Records shown: Begin
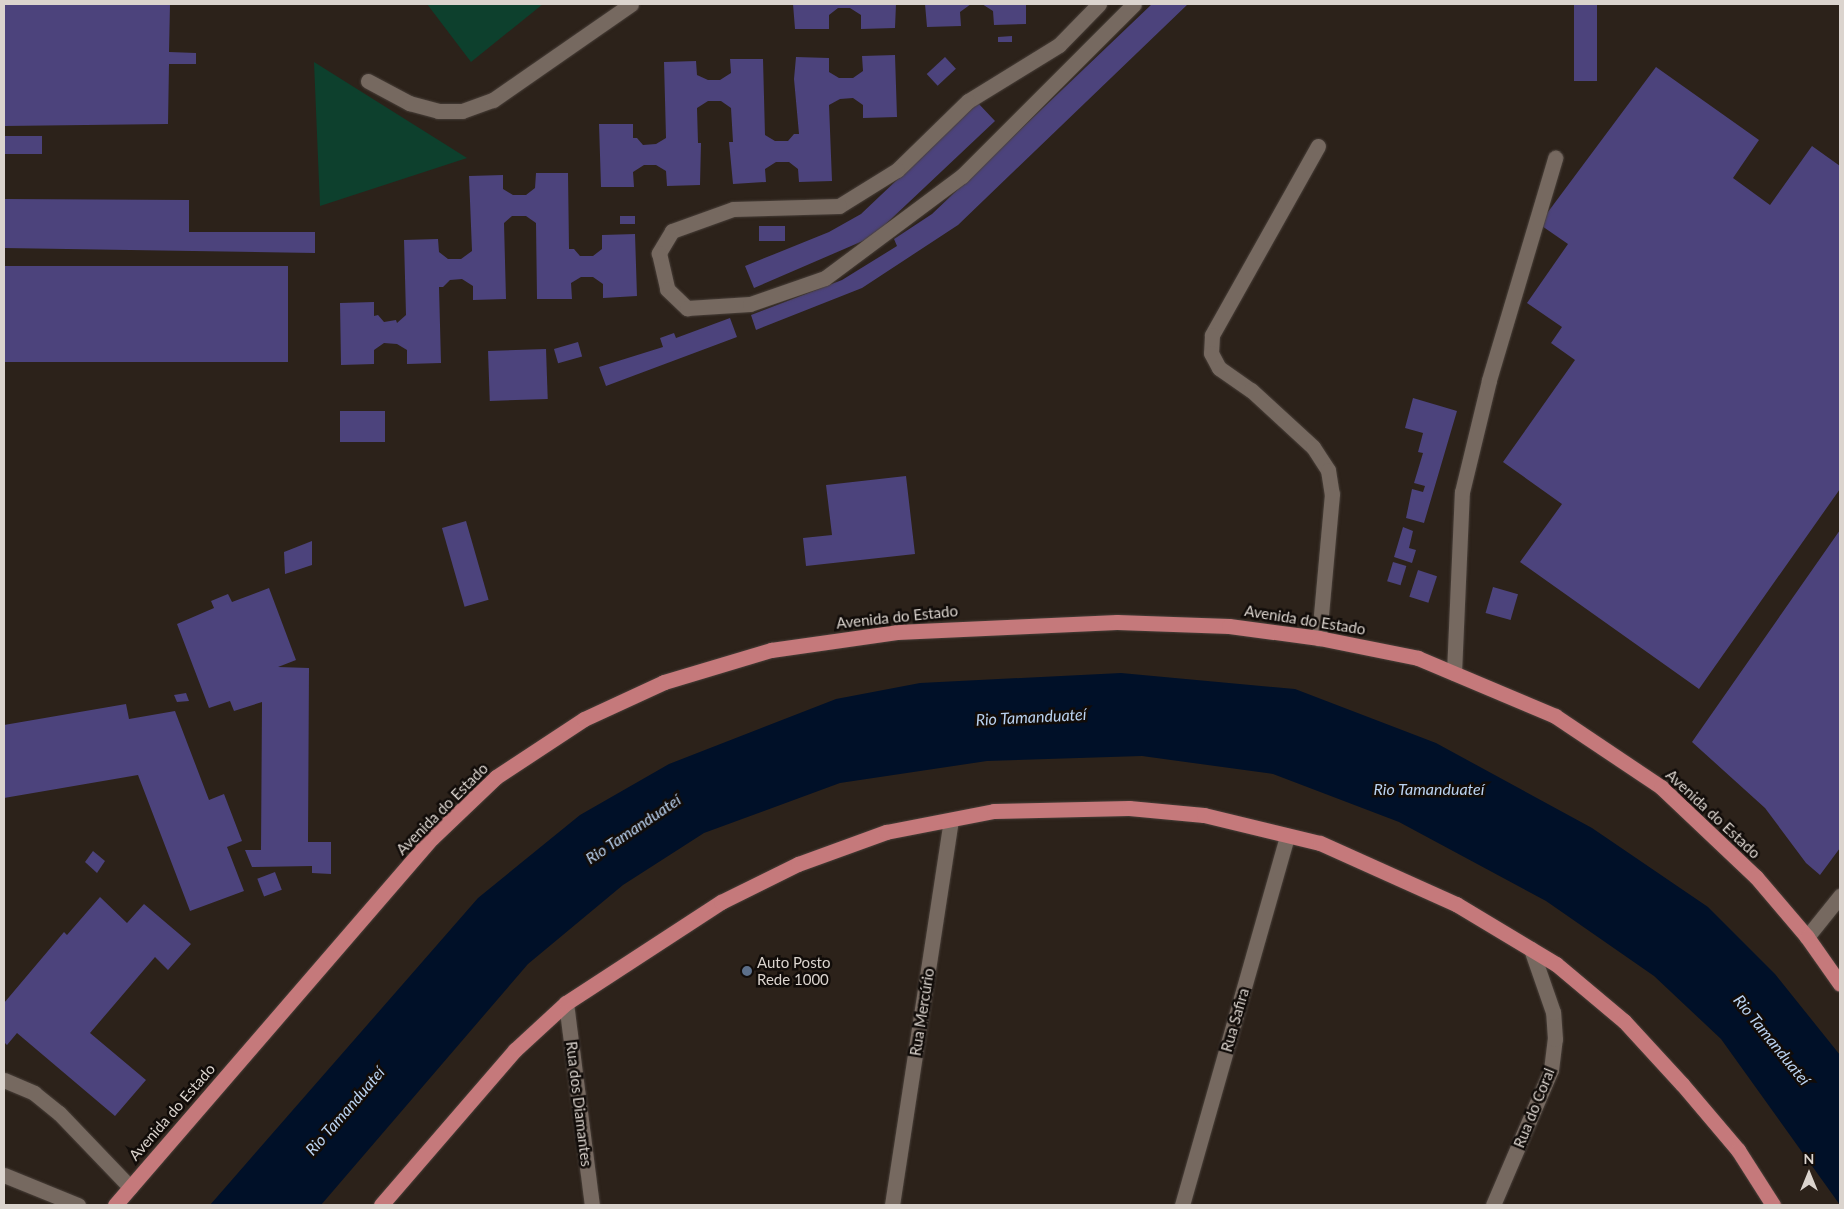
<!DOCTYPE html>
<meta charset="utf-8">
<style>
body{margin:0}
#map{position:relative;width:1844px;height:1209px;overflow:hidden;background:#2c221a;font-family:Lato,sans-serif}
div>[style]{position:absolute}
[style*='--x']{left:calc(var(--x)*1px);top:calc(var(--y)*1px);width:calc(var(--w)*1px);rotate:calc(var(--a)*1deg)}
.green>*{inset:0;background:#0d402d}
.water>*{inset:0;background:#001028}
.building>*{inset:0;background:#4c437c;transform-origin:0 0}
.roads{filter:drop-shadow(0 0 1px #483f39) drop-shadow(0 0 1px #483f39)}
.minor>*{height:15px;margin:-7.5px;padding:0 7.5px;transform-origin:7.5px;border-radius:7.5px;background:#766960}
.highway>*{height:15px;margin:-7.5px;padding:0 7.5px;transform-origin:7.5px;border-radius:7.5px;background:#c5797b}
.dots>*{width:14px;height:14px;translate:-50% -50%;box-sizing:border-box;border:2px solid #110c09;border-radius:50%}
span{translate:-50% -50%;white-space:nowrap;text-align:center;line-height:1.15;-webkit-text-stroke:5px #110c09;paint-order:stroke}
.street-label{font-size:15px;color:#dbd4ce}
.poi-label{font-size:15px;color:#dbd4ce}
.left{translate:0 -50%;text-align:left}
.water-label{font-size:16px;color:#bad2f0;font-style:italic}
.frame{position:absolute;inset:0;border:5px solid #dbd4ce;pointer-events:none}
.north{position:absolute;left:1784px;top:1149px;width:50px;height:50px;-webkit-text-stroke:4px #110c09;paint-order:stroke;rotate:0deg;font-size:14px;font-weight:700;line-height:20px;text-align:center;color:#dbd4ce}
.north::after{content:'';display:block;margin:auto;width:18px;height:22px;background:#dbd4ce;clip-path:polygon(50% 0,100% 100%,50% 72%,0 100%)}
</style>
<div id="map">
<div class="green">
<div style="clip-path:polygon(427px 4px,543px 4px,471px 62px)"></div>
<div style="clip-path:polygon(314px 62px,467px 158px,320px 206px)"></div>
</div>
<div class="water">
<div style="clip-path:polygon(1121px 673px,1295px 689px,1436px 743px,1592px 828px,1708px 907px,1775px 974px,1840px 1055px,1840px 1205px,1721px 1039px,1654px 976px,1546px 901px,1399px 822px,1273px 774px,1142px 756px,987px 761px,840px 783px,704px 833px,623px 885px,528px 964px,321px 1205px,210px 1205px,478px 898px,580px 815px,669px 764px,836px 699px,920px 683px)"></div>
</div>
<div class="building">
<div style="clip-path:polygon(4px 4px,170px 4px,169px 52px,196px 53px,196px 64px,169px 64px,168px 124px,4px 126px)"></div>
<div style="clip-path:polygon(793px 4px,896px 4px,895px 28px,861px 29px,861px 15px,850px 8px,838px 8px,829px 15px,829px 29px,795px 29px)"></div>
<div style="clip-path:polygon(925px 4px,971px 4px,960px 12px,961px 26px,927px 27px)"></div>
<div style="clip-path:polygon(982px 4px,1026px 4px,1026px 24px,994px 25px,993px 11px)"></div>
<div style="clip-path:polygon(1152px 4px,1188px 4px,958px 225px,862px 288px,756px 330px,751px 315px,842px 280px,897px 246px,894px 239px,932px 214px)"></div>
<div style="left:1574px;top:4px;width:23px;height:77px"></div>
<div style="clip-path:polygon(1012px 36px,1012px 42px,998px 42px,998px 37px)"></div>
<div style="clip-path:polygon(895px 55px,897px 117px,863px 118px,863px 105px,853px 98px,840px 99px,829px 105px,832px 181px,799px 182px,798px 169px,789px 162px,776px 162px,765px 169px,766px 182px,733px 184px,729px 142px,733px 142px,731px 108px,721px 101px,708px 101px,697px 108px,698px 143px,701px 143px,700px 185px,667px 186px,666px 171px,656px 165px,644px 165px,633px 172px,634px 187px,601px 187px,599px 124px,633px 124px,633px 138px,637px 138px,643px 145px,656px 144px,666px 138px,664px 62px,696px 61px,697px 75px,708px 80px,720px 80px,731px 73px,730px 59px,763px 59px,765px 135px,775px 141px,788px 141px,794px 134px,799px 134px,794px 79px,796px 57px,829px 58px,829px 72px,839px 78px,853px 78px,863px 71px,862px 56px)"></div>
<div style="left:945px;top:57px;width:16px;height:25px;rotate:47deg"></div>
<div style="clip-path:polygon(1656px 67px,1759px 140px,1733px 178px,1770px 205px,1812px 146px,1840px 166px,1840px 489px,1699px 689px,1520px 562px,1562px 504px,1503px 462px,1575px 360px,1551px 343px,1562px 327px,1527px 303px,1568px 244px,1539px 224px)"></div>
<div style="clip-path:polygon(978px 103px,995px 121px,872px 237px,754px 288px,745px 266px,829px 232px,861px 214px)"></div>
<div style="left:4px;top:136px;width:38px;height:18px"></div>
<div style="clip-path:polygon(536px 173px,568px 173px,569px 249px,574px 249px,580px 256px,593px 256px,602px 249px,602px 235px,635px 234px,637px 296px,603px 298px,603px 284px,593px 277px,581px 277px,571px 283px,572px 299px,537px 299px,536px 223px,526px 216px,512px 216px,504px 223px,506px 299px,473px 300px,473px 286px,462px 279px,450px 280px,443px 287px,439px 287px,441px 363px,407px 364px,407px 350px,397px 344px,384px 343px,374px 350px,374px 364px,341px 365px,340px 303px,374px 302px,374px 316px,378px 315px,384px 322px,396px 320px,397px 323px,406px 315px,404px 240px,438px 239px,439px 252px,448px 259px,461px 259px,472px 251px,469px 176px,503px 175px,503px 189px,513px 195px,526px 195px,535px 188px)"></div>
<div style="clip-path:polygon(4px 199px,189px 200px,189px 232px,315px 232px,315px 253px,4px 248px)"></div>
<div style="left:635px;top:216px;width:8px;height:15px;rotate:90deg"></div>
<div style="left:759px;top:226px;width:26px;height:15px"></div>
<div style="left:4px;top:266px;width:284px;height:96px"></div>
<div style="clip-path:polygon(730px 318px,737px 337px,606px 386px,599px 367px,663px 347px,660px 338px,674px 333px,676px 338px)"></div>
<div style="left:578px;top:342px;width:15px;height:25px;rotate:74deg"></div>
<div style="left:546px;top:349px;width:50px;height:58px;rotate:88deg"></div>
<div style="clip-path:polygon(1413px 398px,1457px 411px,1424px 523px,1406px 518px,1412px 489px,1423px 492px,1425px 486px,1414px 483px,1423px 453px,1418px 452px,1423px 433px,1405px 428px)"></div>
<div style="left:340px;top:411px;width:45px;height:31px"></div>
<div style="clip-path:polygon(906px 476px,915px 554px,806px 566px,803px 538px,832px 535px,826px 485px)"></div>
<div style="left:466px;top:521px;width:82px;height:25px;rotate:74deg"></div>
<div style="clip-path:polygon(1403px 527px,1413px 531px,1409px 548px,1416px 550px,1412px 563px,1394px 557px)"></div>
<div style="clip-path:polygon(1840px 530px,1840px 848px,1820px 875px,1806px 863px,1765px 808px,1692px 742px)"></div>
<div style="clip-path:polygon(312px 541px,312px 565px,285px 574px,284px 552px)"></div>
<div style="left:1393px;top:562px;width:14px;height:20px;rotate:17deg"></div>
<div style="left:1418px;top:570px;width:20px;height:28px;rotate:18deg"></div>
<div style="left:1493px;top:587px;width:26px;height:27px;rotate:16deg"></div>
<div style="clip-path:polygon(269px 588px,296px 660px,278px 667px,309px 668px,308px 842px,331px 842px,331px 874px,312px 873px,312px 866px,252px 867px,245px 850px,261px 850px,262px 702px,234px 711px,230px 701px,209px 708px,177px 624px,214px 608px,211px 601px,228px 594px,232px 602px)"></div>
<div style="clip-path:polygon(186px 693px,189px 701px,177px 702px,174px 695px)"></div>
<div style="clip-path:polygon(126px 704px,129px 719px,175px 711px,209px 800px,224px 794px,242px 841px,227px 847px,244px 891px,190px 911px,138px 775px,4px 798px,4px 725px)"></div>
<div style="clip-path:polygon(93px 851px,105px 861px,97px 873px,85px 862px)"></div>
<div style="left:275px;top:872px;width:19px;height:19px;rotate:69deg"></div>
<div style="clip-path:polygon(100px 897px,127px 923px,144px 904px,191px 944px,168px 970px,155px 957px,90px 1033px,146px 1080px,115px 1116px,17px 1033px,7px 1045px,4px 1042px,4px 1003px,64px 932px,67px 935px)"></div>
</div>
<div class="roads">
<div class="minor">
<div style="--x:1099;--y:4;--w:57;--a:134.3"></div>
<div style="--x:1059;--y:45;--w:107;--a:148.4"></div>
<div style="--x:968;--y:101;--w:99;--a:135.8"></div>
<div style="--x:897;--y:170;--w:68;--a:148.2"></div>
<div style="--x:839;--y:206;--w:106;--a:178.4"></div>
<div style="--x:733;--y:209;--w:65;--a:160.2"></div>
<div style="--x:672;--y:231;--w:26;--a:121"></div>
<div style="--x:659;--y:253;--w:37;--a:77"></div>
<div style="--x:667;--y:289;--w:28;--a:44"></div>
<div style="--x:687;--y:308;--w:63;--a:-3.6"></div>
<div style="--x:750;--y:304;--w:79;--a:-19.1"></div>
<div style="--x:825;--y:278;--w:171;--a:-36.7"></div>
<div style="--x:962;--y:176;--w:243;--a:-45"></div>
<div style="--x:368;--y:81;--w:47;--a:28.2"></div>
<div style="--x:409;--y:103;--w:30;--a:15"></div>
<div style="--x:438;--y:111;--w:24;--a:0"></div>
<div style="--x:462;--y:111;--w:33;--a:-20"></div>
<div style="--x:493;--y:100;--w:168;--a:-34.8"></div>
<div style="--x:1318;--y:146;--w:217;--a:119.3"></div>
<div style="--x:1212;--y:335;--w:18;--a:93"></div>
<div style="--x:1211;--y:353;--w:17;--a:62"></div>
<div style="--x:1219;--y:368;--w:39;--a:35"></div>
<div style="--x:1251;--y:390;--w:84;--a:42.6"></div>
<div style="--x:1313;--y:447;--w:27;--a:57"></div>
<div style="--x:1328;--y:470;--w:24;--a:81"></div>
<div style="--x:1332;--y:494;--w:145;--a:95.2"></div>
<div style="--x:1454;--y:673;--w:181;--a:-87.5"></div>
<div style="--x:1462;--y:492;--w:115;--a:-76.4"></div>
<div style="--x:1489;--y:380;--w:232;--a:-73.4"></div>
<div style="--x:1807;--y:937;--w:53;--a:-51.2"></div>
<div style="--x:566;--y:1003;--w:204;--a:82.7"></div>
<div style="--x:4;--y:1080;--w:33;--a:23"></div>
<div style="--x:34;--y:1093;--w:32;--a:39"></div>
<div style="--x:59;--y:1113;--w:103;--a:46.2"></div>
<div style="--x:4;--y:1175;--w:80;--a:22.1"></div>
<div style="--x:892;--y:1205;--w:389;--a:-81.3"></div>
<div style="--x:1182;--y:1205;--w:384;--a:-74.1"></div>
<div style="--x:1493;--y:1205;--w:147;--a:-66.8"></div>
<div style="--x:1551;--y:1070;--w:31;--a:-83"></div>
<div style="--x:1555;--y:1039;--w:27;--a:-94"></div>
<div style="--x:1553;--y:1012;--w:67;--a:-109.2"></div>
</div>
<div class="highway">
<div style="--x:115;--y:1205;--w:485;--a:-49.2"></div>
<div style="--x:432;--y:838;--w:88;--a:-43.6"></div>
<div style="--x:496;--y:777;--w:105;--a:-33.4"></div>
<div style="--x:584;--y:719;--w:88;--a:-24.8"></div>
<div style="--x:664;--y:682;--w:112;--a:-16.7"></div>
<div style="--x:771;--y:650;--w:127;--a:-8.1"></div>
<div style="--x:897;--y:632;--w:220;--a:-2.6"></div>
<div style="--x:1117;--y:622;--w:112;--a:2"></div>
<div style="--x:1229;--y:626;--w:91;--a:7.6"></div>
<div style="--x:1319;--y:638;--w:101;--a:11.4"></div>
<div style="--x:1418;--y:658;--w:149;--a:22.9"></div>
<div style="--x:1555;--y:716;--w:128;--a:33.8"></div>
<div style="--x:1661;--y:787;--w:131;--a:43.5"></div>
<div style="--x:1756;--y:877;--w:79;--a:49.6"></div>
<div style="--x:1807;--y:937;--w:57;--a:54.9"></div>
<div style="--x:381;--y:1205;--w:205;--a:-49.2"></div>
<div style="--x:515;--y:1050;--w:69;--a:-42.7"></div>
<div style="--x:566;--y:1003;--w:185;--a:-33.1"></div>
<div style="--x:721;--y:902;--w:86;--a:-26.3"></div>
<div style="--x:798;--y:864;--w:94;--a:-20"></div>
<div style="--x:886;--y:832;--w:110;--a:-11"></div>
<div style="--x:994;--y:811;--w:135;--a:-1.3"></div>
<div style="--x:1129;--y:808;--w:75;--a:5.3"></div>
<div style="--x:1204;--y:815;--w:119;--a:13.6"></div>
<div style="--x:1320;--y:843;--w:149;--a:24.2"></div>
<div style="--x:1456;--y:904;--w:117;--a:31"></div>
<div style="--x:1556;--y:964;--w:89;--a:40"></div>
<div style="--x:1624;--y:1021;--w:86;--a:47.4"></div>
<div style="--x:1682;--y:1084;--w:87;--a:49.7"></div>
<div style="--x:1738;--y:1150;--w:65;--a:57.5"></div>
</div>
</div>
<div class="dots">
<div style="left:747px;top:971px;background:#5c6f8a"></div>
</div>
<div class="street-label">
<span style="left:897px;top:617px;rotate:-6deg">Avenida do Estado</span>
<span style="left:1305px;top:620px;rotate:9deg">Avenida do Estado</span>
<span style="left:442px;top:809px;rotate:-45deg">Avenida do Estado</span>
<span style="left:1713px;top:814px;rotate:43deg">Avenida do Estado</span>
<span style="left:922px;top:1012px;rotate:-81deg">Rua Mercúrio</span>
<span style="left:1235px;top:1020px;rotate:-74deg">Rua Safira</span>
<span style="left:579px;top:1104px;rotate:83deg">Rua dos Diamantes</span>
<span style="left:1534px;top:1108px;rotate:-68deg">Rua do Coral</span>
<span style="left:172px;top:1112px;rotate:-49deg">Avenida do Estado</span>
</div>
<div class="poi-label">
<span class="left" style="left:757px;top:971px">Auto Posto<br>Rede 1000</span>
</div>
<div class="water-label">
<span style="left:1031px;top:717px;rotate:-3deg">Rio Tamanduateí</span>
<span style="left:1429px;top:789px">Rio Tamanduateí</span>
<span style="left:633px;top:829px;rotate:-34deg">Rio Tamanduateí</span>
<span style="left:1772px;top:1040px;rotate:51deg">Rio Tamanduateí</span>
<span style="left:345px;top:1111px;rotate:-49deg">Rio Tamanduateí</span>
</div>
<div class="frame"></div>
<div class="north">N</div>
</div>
Records shown: End
**Problem statement:**
What is needed is an exact retyping of the lines from the start of the data through the line with "1px #483f39) drop-shadow(0", with both end lines kept and every picture left out.

**Your response:**
<!DOCTYPE html>
<meta charset="utf-8">
<style>
body{margin:0}
#map{position:relative;width:1844px;height:1209px;overflow:hidden;background:#2c221a;font-family:Lato,sans-serif}
div>[style]{position:absolute}
[style*='--x']{left:calc(var(--x)*1px);top:calc(var(--y)*1px);width:calc(var(--w)*1px);rotate:calc(var(--a)*1deg)}
.green>*{inset:0;background:#0d402d}
.water>*{inset:0;background:#001028}
.building>*{inset:0;background:#4c437c;transform-origin:0 0}
.roads{filter:drop-shadow(0 0 1px #483f39) drop-shadow(0 0 1px #483f39)}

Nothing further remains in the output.